━━━ RECORDS FOR PROCESSING ━━━

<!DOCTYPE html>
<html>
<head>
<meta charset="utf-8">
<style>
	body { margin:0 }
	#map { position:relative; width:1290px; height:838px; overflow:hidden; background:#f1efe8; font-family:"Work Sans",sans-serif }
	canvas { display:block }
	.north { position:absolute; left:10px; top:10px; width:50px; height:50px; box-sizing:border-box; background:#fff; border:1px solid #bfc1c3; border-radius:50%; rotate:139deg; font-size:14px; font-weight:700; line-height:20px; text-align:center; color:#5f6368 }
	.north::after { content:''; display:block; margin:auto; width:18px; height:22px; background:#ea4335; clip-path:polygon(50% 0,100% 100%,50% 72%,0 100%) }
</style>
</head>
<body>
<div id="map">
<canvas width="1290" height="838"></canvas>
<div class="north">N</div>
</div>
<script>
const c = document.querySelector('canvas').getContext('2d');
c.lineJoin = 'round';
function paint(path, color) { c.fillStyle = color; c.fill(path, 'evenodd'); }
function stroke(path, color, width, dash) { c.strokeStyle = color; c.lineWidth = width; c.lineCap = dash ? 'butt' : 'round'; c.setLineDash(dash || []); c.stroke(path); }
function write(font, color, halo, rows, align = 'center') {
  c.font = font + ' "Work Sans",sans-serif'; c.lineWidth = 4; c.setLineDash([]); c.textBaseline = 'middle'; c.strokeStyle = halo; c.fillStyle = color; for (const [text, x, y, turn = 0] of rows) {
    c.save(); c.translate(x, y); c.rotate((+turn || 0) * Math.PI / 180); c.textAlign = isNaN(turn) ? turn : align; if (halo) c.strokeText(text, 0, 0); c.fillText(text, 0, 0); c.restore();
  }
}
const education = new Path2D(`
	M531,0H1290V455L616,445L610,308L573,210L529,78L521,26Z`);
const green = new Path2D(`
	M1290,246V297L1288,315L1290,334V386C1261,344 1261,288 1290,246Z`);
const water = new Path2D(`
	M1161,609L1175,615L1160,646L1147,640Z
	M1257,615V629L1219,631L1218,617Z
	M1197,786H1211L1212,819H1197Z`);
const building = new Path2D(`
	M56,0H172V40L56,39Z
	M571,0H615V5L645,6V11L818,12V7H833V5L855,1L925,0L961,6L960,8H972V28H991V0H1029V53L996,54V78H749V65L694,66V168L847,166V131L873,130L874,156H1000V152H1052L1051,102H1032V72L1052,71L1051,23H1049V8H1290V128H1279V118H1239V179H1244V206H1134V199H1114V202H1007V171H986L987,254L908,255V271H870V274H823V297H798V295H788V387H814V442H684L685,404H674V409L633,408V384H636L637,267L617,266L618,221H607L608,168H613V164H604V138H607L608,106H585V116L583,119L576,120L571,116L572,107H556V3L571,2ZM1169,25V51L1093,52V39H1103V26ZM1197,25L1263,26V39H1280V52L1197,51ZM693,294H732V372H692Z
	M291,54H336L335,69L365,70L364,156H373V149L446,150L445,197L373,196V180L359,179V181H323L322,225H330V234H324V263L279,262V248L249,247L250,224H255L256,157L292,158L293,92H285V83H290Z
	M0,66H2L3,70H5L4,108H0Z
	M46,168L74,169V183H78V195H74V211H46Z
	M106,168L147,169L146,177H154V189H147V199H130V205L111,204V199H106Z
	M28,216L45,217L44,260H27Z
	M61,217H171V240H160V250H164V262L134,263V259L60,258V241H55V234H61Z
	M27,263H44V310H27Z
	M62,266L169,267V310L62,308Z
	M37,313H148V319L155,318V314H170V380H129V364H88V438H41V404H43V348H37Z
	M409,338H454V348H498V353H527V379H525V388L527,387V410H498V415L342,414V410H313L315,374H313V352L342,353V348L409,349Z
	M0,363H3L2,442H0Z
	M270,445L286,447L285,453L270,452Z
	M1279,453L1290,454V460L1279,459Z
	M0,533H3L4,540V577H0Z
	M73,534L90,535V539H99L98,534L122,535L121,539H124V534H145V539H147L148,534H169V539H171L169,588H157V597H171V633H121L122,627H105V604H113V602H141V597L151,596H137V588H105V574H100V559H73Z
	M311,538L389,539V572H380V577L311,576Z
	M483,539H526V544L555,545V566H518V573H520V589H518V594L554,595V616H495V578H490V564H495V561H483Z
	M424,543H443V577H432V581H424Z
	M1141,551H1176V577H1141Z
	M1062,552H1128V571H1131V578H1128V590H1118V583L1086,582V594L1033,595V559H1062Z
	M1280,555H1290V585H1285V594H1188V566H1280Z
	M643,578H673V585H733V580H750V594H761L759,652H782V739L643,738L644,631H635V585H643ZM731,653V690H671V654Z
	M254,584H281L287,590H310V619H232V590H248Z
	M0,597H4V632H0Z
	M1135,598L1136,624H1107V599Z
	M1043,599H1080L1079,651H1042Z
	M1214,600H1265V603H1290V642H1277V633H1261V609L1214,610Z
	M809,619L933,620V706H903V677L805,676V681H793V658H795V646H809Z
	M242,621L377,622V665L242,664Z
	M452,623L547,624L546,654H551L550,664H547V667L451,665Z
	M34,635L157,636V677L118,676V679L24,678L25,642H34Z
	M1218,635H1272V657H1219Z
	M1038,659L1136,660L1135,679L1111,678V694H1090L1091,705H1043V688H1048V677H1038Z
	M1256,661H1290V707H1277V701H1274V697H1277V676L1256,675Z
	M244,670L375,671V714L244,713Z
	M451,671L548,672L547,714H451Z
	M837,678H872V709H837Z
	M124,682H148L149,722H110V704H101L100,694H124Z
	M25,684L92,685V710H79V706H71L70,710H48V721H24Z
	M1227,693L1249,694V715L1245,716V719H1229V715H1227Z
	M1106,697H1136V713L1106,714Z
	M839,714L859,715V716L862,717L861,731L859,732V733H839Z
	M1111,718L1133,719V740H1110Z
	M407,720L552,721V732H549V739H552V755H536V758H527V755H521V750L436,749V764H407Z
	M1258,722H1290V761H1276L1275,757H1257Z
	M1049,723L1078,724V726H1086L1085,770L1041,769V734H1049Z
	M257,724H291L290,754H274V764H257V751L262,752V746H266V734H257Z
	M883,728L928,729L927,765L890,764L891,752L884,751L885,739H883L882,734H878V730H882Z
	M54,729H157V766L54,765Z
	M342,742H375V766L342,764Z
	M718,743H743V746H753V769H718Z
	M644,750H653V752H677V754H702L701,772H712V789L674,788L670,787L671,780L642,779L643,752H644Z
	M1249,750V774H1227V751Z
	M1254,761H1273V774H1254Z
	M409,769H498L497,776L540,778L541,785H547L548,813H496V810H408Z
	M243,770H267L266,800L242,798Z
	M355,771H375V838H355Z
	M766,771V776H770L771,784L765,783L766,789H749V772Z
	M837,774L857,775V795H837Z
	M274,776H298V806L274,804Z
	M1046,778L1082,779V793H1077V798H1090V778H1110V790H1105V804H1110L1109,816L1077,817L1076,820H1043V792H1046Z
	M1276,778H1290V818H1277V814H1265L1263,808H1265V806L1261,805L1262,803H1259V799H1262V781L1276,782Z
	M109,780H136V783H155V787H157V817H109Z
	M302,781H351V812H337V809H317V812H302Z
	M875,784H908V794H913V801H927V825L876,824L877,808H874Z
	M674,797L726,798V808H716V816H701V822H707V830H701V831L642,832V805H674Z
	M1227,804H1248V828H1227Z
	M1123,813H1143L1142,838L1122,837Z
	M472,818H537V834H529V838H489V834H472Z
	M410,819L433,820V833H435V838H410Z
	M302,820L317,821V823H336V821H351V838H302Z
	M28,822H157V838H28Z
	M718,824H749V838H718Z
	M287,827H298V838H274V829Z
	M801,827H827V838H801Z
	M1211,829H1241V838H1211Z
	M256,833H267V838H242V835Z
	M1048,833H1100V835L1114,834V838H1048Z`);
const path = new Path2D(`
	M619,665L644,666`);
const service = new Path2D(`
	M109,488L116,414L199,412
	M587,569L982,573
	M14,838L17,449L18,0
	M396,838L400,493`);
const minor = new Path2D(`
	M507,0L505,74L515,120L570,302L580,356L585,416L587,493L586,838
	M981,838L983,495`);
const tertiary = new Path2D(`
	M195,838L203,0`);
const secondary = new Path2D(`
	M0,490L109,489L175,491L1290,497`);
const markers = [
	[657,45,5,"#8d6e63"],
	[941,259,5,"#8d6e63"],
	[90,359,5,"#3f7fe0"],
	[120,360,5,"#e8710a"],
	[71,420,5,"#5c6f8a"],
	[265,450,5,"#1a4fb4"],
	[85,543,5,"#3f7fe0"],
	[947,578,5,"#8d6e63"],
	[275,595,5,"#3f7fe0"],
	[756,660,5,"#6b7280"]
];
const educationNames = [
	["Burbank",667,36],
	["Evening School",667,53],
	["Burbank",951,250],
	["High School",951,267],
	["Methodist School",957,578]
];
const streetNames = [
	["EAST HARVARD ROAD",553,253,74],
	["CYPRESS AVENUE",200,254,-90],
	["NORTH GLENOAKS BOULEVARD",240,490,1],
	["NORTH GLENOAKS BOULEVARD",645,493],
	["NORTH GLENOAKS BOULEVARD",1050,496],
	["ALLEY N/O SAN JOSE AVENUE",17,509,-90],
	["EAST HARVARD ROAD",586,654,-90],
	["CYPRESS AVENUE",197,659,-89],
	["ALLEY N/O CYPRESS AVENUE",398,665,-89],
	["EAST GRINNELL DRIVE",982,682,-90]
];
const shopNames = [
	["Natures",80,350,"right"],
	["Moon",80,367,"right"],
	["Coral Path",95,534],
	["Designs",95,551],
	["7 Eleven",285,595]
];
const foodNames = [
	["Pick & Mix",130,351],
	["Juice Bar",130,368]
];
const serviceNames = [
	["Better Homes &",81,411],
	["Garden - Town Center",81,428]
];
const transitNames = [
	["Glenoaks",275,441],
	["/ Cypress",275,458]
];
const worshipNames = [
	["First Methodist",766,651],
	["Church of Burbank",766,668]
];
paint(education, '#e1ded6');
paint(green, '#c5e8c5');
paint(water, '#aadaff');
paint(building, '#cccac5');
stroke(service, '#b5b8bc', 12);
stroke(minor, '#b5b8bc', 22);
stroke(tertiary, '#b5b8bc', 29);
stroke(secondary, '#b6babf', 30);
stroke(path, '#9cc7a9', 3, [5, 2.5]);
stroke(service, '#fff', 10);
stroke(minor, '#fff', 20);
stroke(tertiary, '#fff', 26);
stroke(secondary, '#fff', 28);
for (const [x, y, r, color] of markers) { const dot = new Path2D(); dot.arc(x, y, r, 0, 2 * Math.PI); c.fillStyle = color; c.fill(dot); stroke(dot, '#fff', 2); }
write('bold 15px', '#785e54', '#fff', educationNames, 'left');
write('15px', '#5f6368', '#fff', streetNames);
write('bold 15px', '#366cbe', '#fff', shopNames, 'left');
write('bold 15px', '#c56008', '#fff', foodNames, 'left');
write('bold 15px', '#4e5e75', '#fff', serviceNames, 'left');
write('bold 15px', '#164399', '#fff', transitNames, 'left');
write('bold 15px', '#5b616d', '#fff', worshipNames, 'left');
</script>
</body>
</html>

━━━

(TO DO): Go through the material and copy each line in which the word "function" occurs.

(ANSWER TO THIS PROBLEM):
function paint(path, color) { c.fillStyle = color; c.fill(path, 'evenodd'); }
function stroke(path, color, width, dash) { c.strokeStyle = color; c.lineWidth = width; c.lineCap = dash ? 'butt' : 'round'; c.setLineDash(dash || []); c.stroke(path); }
function write(font, color, halo, rows, align = 'center') {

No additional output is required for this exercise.